NvrEvrGvUp wrote:
Gotta bump this back up because I'm stuck on what should be a very simple inequalities problem.
Given: \(\frac{4}{x}\) < -\(\frac{1}{3}\), I simplified the equation to: 12 < -x by cross-multiplying
Now, we have 2 scenarios:
1. x > 0 : no sign changes in 12 < -x, so x < -12. However, since we know x > 0, this scenario is impossible.
2. x < 0 : 12 < -x should become 12 < -(-x) so wouldn't this just be 12 < x? However, given x < 0, this scenario doesn't appear possible either.
Can someone please point out the obvious? It's driving me crazy...
First of all, the actual question is \(\frac{4}{x}\) < \(\frac{1}{3}\) (there is no negative with 1/3)
Also, you know what you have to do but you probably do not understand why you have to do it. That is why you are facing problem in this question.

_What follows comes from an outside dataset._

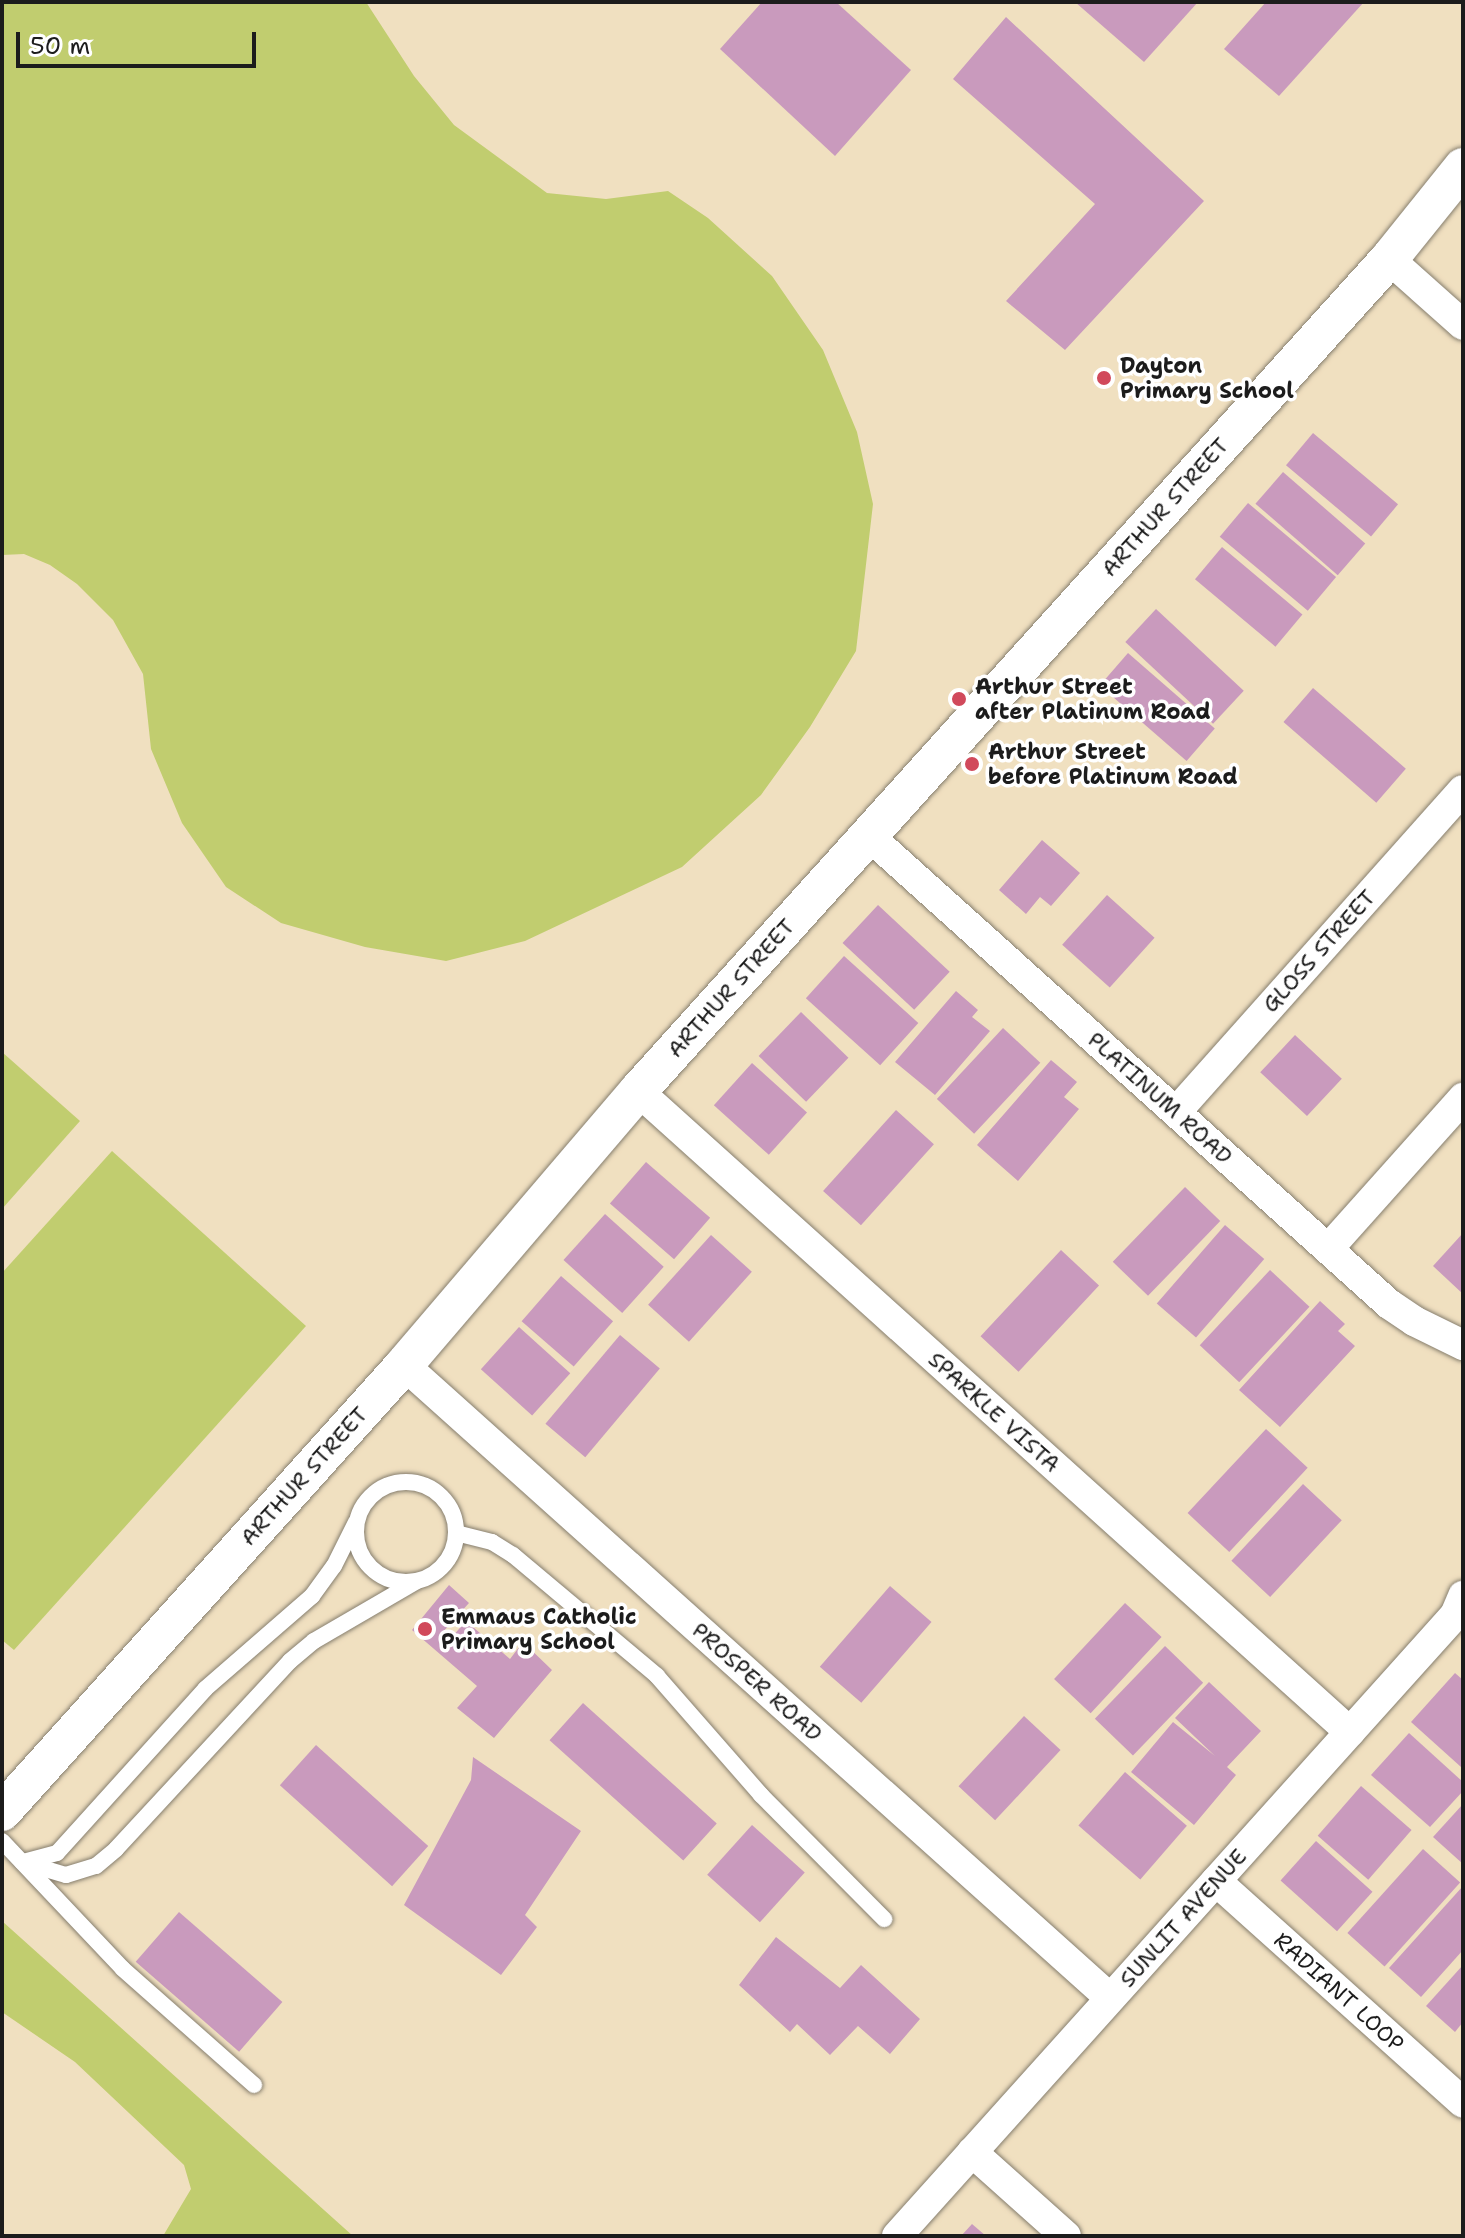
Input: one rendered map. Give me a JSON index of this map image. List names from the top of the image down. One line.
{"streets":{"street":["ARTHUR STREET","GLOSS STREET","PLATINUM ROAD","SPARKLE VISTA","PROSPER ROAD","SUNLIT AVENUE","RADIANT LOOP"]},"crossings":[["ARTHUR STREET","PLATINUM ROAD"],["ARTHUR STREET","SPARKLE VISTA"],["ARTHUR STREET","PROSPER ROAD"],["GLOSS STREET","PLATINUM ROAD"],["SPARKLE VISTA","SUNLIT AVENUE"],["PROSPER ROAD","SUNLIT AVENUE"],["SUNLIT AVENUE","RADIANT LOOP"]],"places":["Dayton Primary School","Arthur Street after Platinum Road","Arthur Street before Platinum Road","Emmaus Catholic Primary School"],"scale_bar":"50 m"}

Given: \(\frac{4}{x}\) < -\(\frac{1}{3}\), I simplified the equation to: 12 < -x by cross-multiplyingThere is a problem here. You don't cross multiply and then take cases. You take cases and then cross multiply. Why? Because you CANNOT cross multiply till you know (or assume) the sign of x. The result of the cross multiplication depends on whether x is positive or negative. So you need to take cases and then cross multiply.
Case 1: x > 0
12 < x
Case 2: x < 0
12 > x (note that the sign has flipped here because you are multiplying by a negative number)
x should be less than 12 AND less than 0 so the range in x < 0.
Hence, two cases: x > 12 or x < 0.
Also because x is negative, you cannot just multiply it by -1 to make -x = x. That is certainly not correct. -x is positive and x is negative. They are not equal if x is not 0.
I still dont understand when x < -12, how can we say x < 0. Since if x = -7, -6 it is not valid for x < -12. ( I understand the other range x > 12)